欧州証券市場監督機構(ESMA)は1日、米格付け会社ムーディーズ・インベスターズ・サービスがEUの信用格付け機関(CRA)規則に違反したとして、124万ユーロの罰金支払いを命じたと発表した。ムーディーズは調査結果を受け、欧州委の命令に従う意向を示している。
制裁の対象となったのは、ムーディーズのドイツ部門と英国部門が2011年6月-13年12月にかけて、EU機関を含む9つの組織に付与した計19件の格付け。この中にはEU本体のほか、欧州投資銀行(EIB)、欧州投資基金(EIF)、欧州安定メカニズム(ESM)、欧州金融安定ファシリティ(EFSF)などが含まれている。
ESMAはこれら19件の格付けに際してムーディーズが公表した情報はプレスリリースのみで、格付けの根拠について投資家に十分な情報提供を行わなかったと指摘。格付けの手法についても開示義務を怠ったとしている。
ムーディーズの広報担当は「ムーディーズによる格付けの質や手法が問題視されているわけではない。
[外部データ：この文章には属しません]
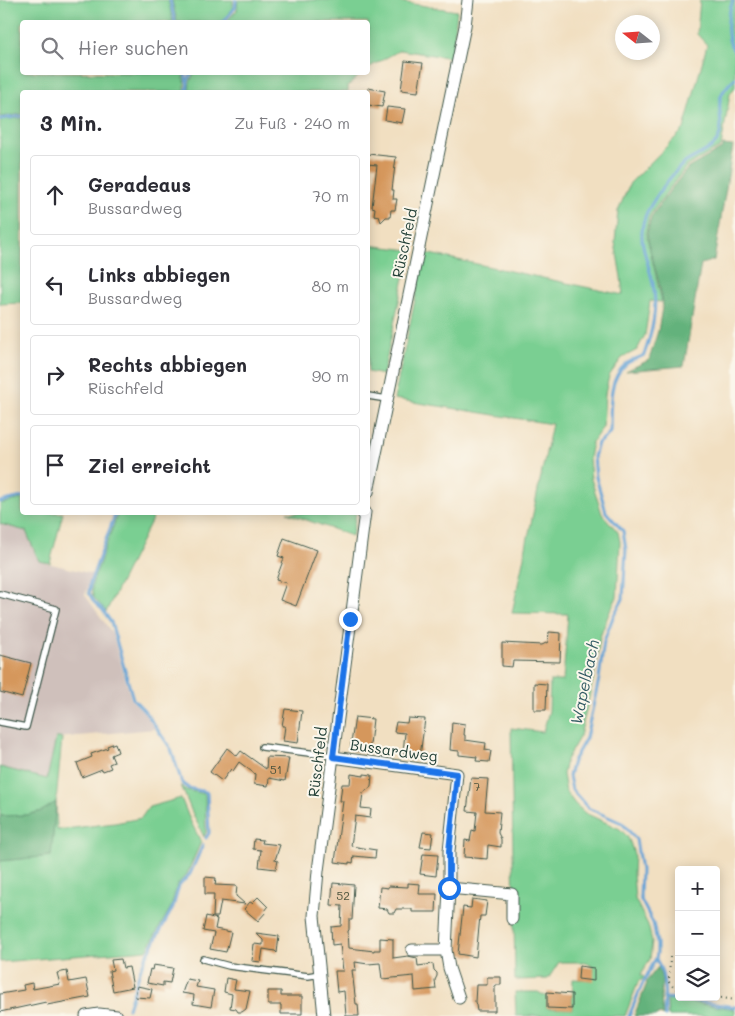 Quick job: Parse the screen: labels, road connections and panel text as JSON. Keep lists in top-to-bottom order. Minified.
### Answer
{"streets":{"street":["Rüschfeld","Bussardweg"]},"crossings":[["Rüschfeld","Bussardweg"]],"water":["Wapelbach"],"house_numbers":["51","7","52"],"north":"left","page":{"search":"Hier suchen","heading":["3 Min.","Zu Fuß · 240 m"],"list":[["Geradeaus","Bussardweg","70 m"],["Links abbiegen","Bussardweg","80 m"],["Rechts abbiegen","Rüschfeld","90 m"],"Ziel erreicht"],"map_buttons":["+","−"]}} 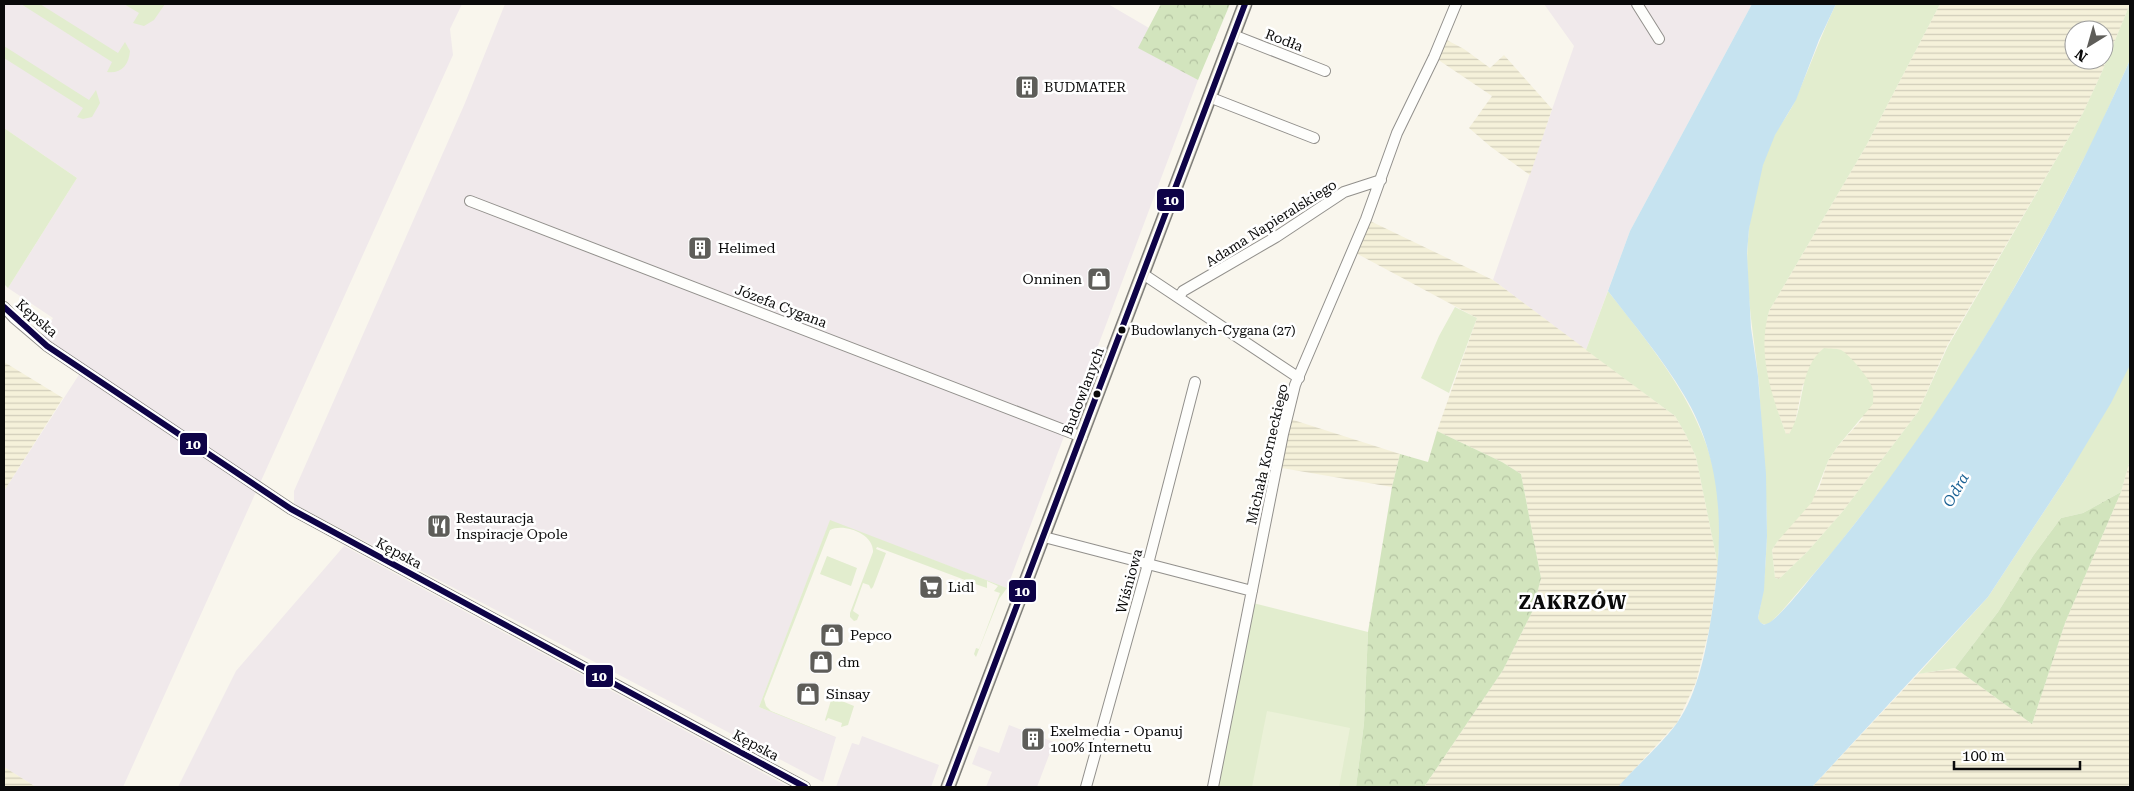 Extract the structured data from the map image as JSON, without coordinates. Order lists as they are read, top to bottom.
{
  "streets": {
    "main road": ["Budowlanych"],
    "street": [
      "Rodła",
      "Adama Napieralskiego",
      "Józefa Cygana",
      "Kępska",
      "Michała Korneckiego",
      "Wiśniowa"
    ]
  },
  "crossings": [
    ["Rodła", "Budowlanych"],
    ["Adama Napieralskiego", "Michała Korneckiego"],
    ["Józefa Cygana", "Budowlanych"]
  ],
  "districts": ["ZAKRZÓW"],
  "water": ["Odra"],
  "places": {
    "building": ["BUDMATER", "Helimed", "Exelmedia - Opanuj 100% Internetu"],
    "shop": [
      "Onninen",
      "Pepco",
      "dm",
      "Sinsay"
    ],
    "other": ["Budowlanych-Cygana (27)"],
    "restaurant": ["Restauracja Inspiracje Opole"],
    "supermarket": ["Lidl"]
  },
  "lines": ["transit line 10"],
  "scale_bar": "100 m",
  "north": "bottom left"
} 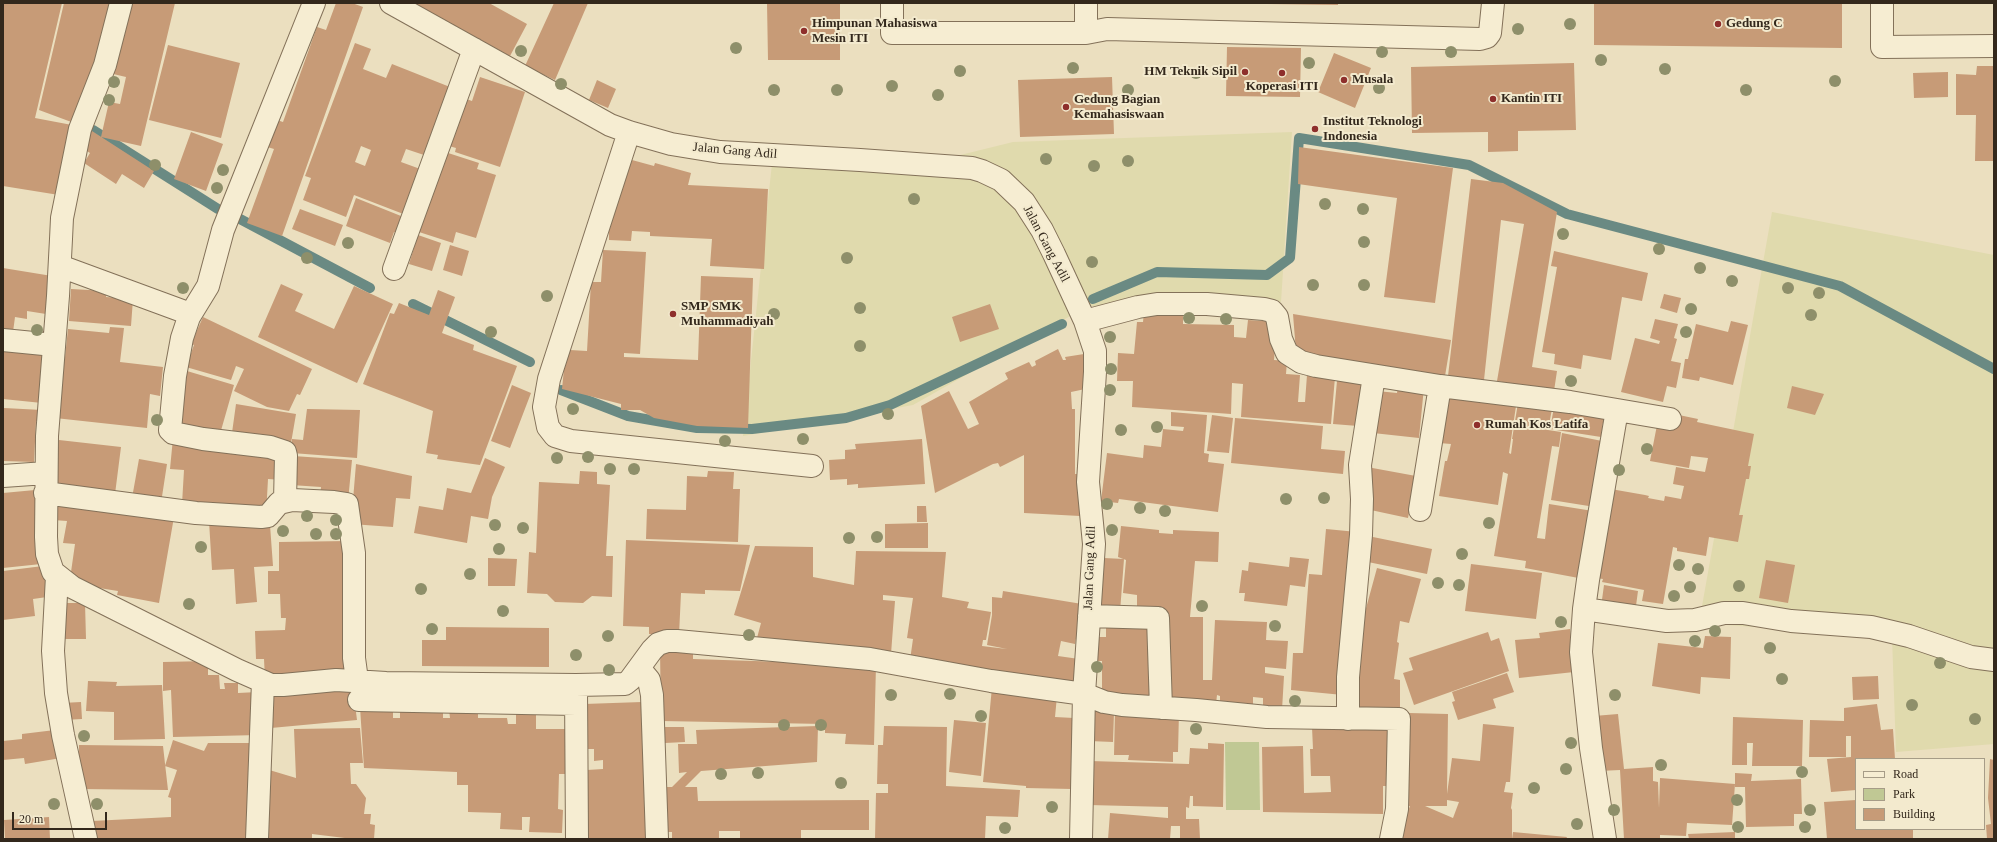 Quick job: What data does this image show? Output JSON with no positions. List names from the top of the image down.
{
  "streets": {
    "street": ["Jalan Gang Adil"]
  },
  "places": [
    "Gedung C",
    "Himpunan Mahasiswa Mesin ITI",
    "HM Teknik Sipil",
    "Koperasi ITI",
    "Musala",
    "Kantin ITI",
    "Gedung Bagian Kemahasiswaan",
    "Institut Teknologi Indonesia",
    "SMP SMK Muhammadiyah",
    "Rumah Kos Latifa"
  ],
  "legend": ["Road", "Park", "Building"],
  "scale_bar": "20 m"
}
ESMAは当社が再発防止に向けて2013年に適切な手段を講じた点も理解している」と強調。罰金支払いに応じることで問題に決着がつくことを歓迎するとコメントした。
EU市場で活動する格付け会社をめぐっては、フィッチ・レーティングスも昨年、ESMAから138万ユーロの罰金支払いを命じられている。